Is Bariatric Surgery for You?
Contributed by Dato' Dr Tikfu Gee
At 5’2″ and 99kg, Jasmine was desperate to lose weight. Having been obese for the better part of 10 years, she’d really come to the end of her rope. Her goal was to get down to 60kg and of course she’d tried every common weight loss solution under the sun… Jasmine had tried the Atkins diet, and even bought herself a gym membership.
She also tried every other diet she could find, from Mediterranean Vegan and Paleo, but all to no avail. “I would lose 3-7kg but I could never keep it off. It took so much effort to lose the 7kg, and then it would come right back so easily” says the 34 year-old mother from Penang.
What Jasmine’s Doctor Told Her
Then one day, Jasmine was at her doctor’s office for a routine exam and the subject of weight loss came up. Her doctor suggested the one thing she hadn’t tried: bariatric surgery Her doctor told her that she was a good candidate for weight loss surgery, as it’s more commonly known in layman’s terms. It is something she’d never considered before, but looking at it from a health point of view, as her doctor pointed out, she was risking all sorts of medical problems by carrying so much extra weight around with her year after year.
What Jasmine’s Friends & Family Thought
Friends and family told Jasmine bariatric surgery seemed extreme, but when she pointed out the health risks of prolonged obesity, they too started to come around and warm up to the idea of having the procedure done. What made Jasmine a good candidate for bariatric surgery? And more importantly, is bariatric surgery for you?

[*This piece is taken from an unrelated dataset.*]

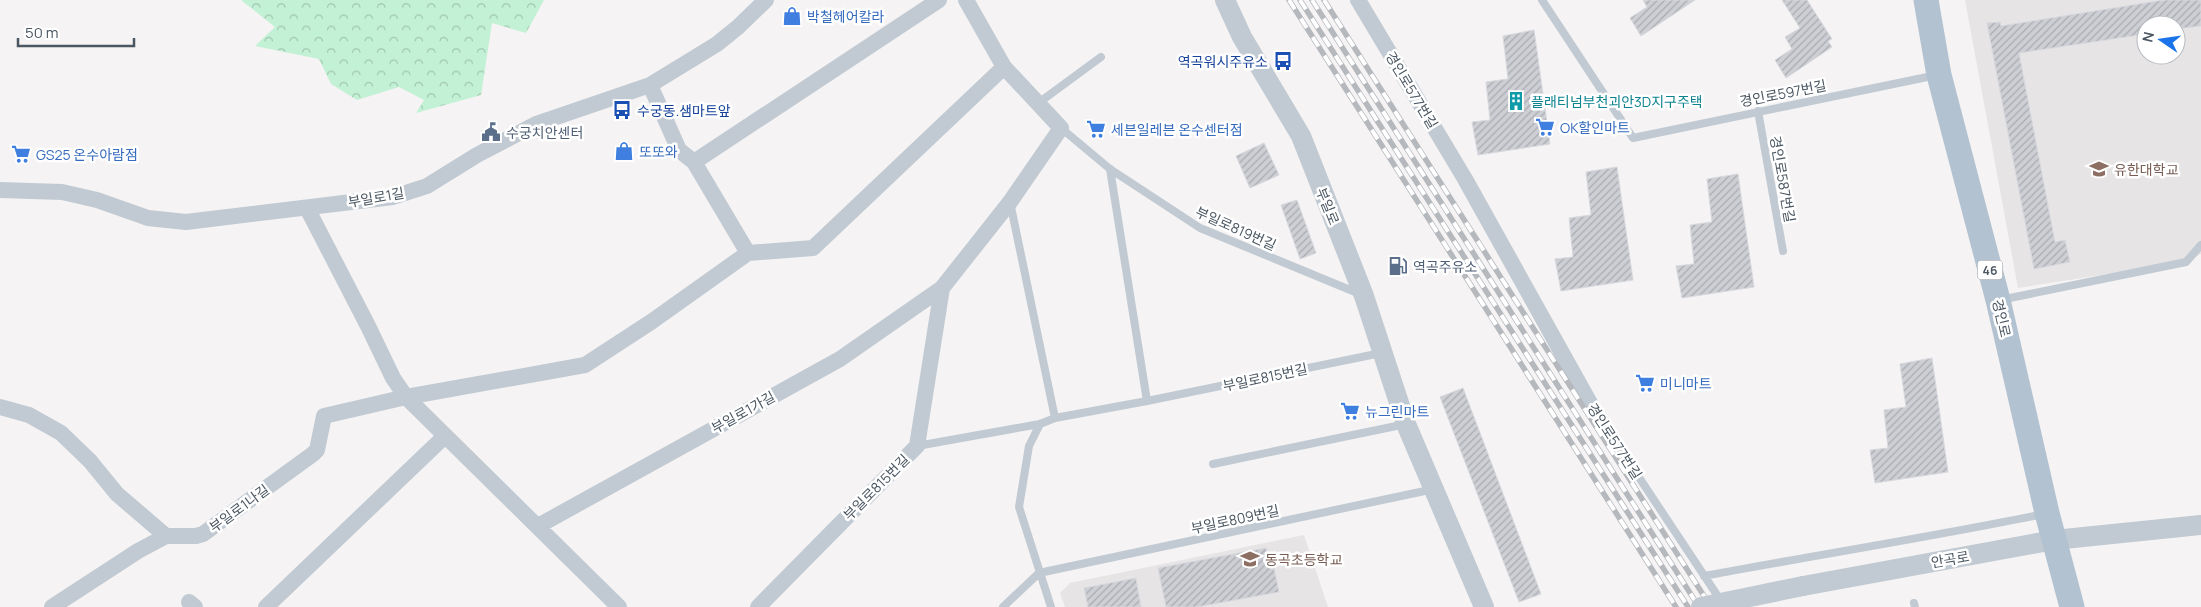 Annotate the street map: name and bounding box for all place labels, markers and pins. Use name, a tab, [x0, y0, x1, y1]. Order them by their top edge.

Below, you’ll find the things doctors look for when assessing their your suitability for undergoing surgery to lose weight. If you feel that you fit the bill, maybe it’s time to have a conversation with our doctor, about the benefits (and the risks) of bariatric surgery.
Is Bariatric Surgery for You?
Doctors have their own codes and language for expressing how overweight someone really is (they’re scientists, they can’t help it). Therefore, it’s important to learn an important term and absorb a simple concept borrowed from their world, if you’re going to understand whether you make a good candidate for bariatric surgery. That term/concept is Body Mass Index.
Body Mass Index
This takes your personal condition of being overweight and reduces it down to just a single number. To arrive at this number, you’ll need to know your height and your weight. These numbers are plugged into a formula and out pops a number: your “BMI”. BMI is basically a measure of whether your weight is appropriate for your height. It’s actually an estimation of your body fat.
If you’re under 18 or older than 65, the BMI scale doesn’t work for you. But for everyone else, here’s the scale:
- 18- 23 is a healthy BMI
- 23+ BMI means you might be overweight- see your doctor for the final analysis
- Under 18 BMI means you might be underweight. Again, see your doctor for the finer points of interpreting this number
A Doctor’s Checklist of Bariatric Surgery Criteria
Now that you understand BMI, you’re ready to see if maybe bariatric surgery is for you. Here are the criteria used by doctors when considering a patient for this ultimate solution to weight loss:
- You are overweight by 20kg or more.
- Your BMI is greater than 37.
- Your BMI is greater than 32 and you have at least one obesity-related health condition (diabetes mellitus, high blood pressure, chronic back pain and joint pains, sleep apnea, hypercholesterolemia, etc).
- You are between 16 and 65. Some doctors don’t like to perform this surgery on anyone under the age of 16.
- You have truly tried everything, including diet and exercise.
- You understand the risks.
- You understand what to expect and you are realistic about it.
- You are properly motivated…i.e. for health reasons, not just to fit into a pair of jeans.
You should also be ready to change your habits post-surgery, which includes:
- follow-up visits
- healthy diet
A Few More Things to Consider…
Those were the doctor’s criteria for weight loss surgery. You have have your own, however. For example, did you know that you MUST not get pregnant for a year and half to two years after having the surgery?
The nutritional deficiencies that inevitably come with bariatric surgery may result in dangerous conditions for both mother and foetus if you become pregnant too soon after the procedure.
Of course only you know whether you’re psychologically prepared. As mentioned above, this means going into surgery with the proper motivation. Do you understand the health risks of being morbidly obese? Are you committed to the lifestyle change you will have to adopt? Are you ready to commit to lifestyle and dietary changes for the rest of your life?
Remember, bariatric surgery is not only a physical transformation. It requires a new outlook on life: your diet, your habits, the way you life each moment of your life from now on. In addition to meeting the doctor’s physical criteria for surgery, be sure you’re mentally prepared. Then and only then can you prevent the disappointing and dangerous outcome of gaining your weight back after you’ve had the surgery.